The time column has to be converted to the right format.
# convert the time column to date format
coffee_house$time = as.Date(coffee_house$time)
Finally, the data has to be inspected for missing rows and
duplicate values.
# check for rows with missing values
coffee_house[!complete.cases(coffee_house), ]
## # A tibble: 0 × 21
## # … with 21 variables: time <date>, gender <fct>, age_range <fct>,
## # employment_status <fct>, annual_income <fct>, visit <fct>,
## # order_preference <fct>, spent_time <fct>, branch_distance <fct>,
## # membership <fct>, frequent_purchase <chr>, avg_spend <fct>,
## # coffee_house_rating <fct>, price_range_rating <fct>,
## # promo_importance <fct>, ambiance_rating <fct>, wifi_rating <fct>,
## # overall_service_rating <fct>, future_business_likelihood <fct>, …
# no missing data
#check for duplicate data
sum(duplicated(coffee_house))
## [1] 0
# no duplicate data, analysis can now begin
After all these have been modifications done, the dataset has to
be inspected for correctness or any lagging issues yet to be
corrected
head(coffee_house, 15)
## # A tibble: 15 × 21
## time gender age_range employmen…¹ annua…² visit order…³ spent…⁴ branc…⁵
## <date> <fct> <fct> <fct> <fct> <fct> <fct> <fct> <fct>
## 1 2019-10-01 Female 20-29 Student <25,000 Rare… Dine in 30 min… < 1km
## 2 2019-10-01 Female 20-29 Student <25,000 Rare… Take a… < 30mi… 1km - …
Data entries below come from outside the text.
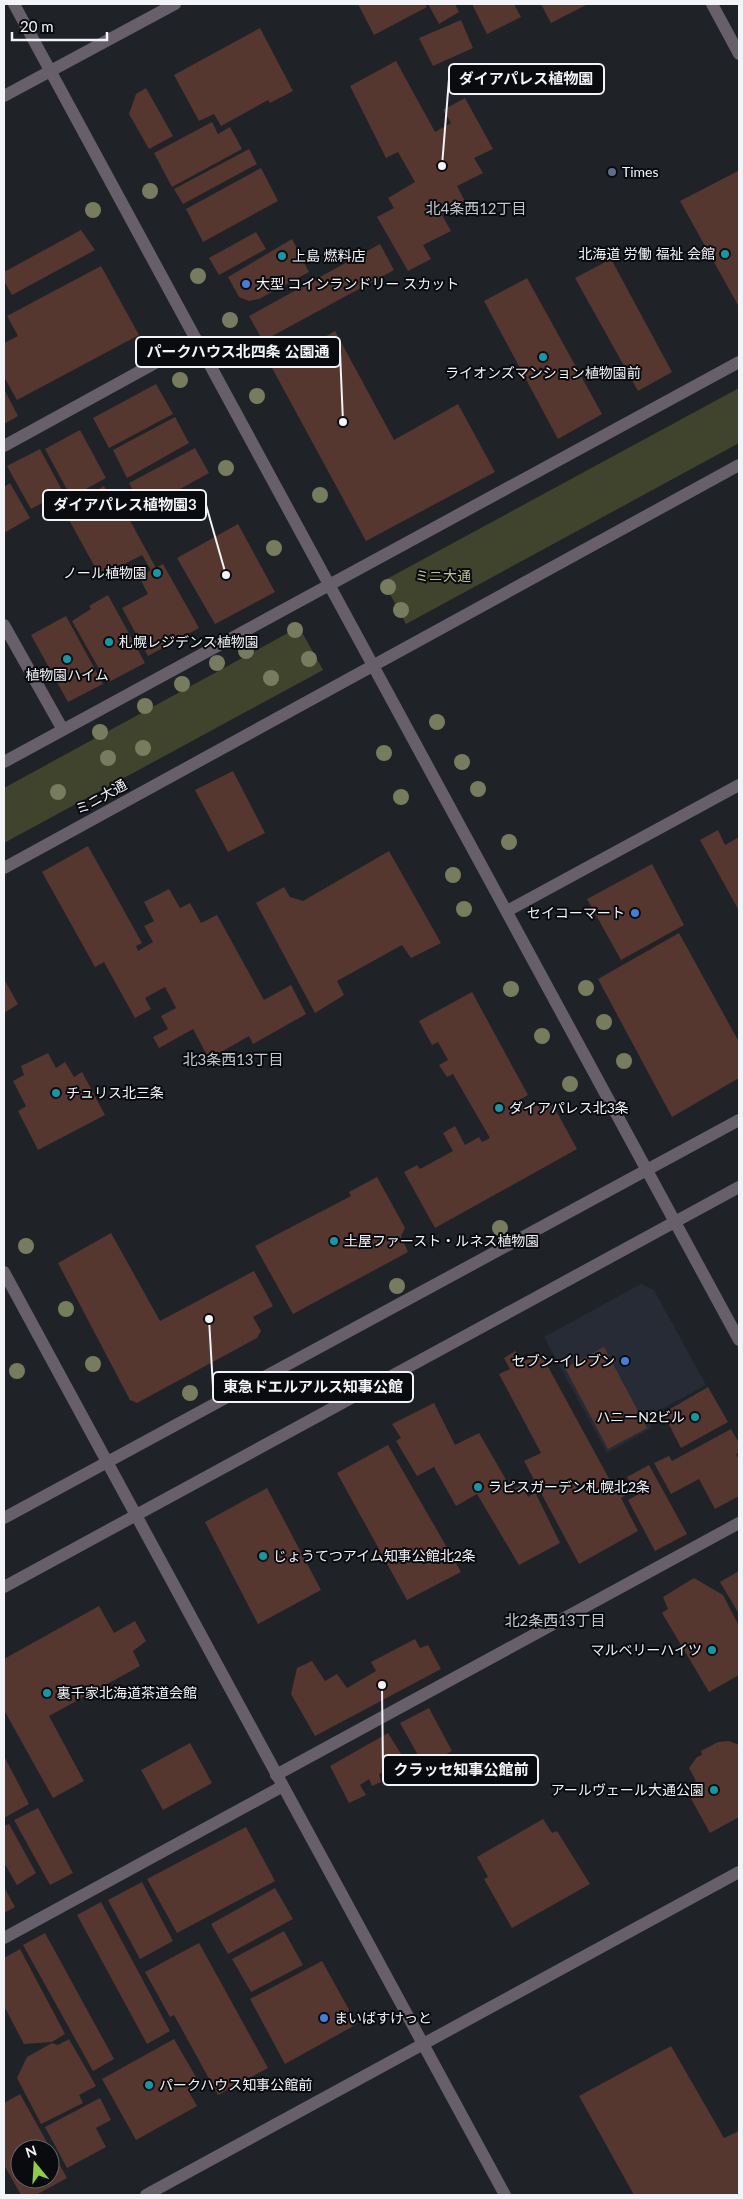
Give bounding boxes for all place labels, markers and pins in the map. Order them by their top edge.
callout: ダイアパレス植物園 [449,64,604,94]
place label: Times [622,163,659,180]
marker: Times [606,166,618,178]
place label: 北海道 労働 福祉 会館 [578,245,715,262]
place label: 上島 燃料店 [292,247,366,264]
marker: 北海道 労働 福祉 会館 [719,248,731,260]
marker: 上島 燃料店 [276,250,288,262]
place label: 大型 コインランドリー スカット [256,275,459,292]
marker: 大型 コインランドリー スカット [240,278,252,290]
callout: パークハウス北四条 公園通 [136,337,340,367]
marker: ライオンズマンション植物園前 [537,351,549,363]
place label: ライオンズマンション植物園前 [445,364,641,381]
callout: ダイアパレス植物園3 [43,490,206,520]
place label: ノール植物園 [63,564,147,581]
marker: ノール植物園 [151,567,163,579]
place label: 札幌レジデンス植物園 [119,633,259,650]
marker: 札幌レジデンス植物園 [103,636,115,648]
marker: 植物園ハイム [61,653,73,665]
place label: 植物園ハイム [25,666,109,683]
place label: セイコーマート [527,904,625,921]
marker: セイコーマート [629,907,641,919]
place label: チュリス北三条 [66,1084,164,1101]
marker: チュリス北三条 [50,1087,62,1099]
place label: ダイアパレス北3条 [509,1099,629,1116]
marker: ダイアパレス北3条 [493,1102,505,1114]
place label: 土屋ファースト・ルネス植物園 [344,1232,539,1249]
marker: 土屋ファースト・ルネス植物園 [328,1235,340,1247]
place label: セブン-イレブン [512,1352,615,1369]
marker: セブン-イレブン [619,1355,631,1367]
callout: 東急ドエルアルス知事公館 [213,1372,413,1402]
place label: ハニーN2ビル [596,1408,685,1425]
marker: ハニーN2ビル [689,1411,701,1423]
place label: ラピスガーデン札幌北2条 [488,1478,650,1495]
marker: ラピスガーデン札幌北2条 [472,1481,484,1493]
place label: じょうてつアイム知事公館北2条 [273,1547,476,1564]
marker: じょうてつアイム知事公館北2条 [257,1550,269,1562]
place label: マルベリーハイツ [591,1641,702,1658]
marker: マルベリーハイツ [706,1644,718,1656]
place label: 裏千家北海道茶道会館 [57,1684,197,1701]
marker: 裏千家北海道茶道会館 [41,1687,53,1699]
callout: クラッセ知事公館前 [383,1755,538,1785]
place label: アールヴェール大通公園 [551,1781,704,1798]
marker: アールヴェール大通公園 [708,1784,720,1796]
place label: まいばすけっと [334,2009,432,2026]
marker: まいばすけっと [318,2012,330,2024]
place label: パークハウス知事公館前 [159,2076,312,2093]
marker: パークハウス知事公館前 [143,2079,155,2091]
## 3 2019-10-01 Male 20-29 Employed <25,000 Mont… Dine in 30 min… > 3km
## 4 2019-10-01 Female 20-29 Student <25,000 Rare… Take a… < 30mi… > 3km
## 5 2019-10-01 Male 20-29 Student <25,000 Mont… Take a… 30 min… 1km - …
## 6 2019-10-01 Female 20-29 Student <25,000 Rare… Dine in 30 min… > 3km
## 7 2019-10-01 Female 20-29 Student <25,000 Rare… Dine in < 30mi… < 1km
## 8 2019-10-01 Male 20-29 Employed 50,000… Rare… Dine in 30 min… > 3km
## 9 2019-10-01 Female 20-29 Student <25,000 Rare… Drive-… < 30mi… > 3km
## 10 2019-10-01 Male 20-29 Employed <25,000 Mont… Take a… < 30mi… > 3km
## 11 2019-10-01 Female 20-29 Student <25,000 Rare… Dine in < 30mi… > 3km
## 12 2019-10-01 Female 20-29 Student <25,000 Rare… Dine in 30 min… > 3km
## 13 2019-10-01 Female 20-29 Student <25,000 Week… Take a… < 30mi… 1km - …
## 14 2019-10-01 Female 20-29 Student <25,000 Rare… Take a… < 30mi… 1km - …
## 15 2019-10-01 Female 20-29 Student <25,000 Rare… Take a… < 30mi… < 1km
## # … with 12 more variables: membership <fct>, frequent_purchase <chr>,
## # avg_spend <fct>, coffee_house_rating <fct>, price_range_rating <fct>,
## # promo_importance <fct>, ambiance_rating <fct>, wifi_rating <fct>,
## # overall_service_rating <fct>, future_business_likelihood <fct>,
## # hear_promo <chr>, continue_buying <fct>, and abbreviated variable names
## # ¹employment_status, ²annual_income, ³order_preference, ⁴spent_time,
## # ⁵branch_distance
Looks like the dataset has shaped up nicely and it is finally ready for inspection and analysis!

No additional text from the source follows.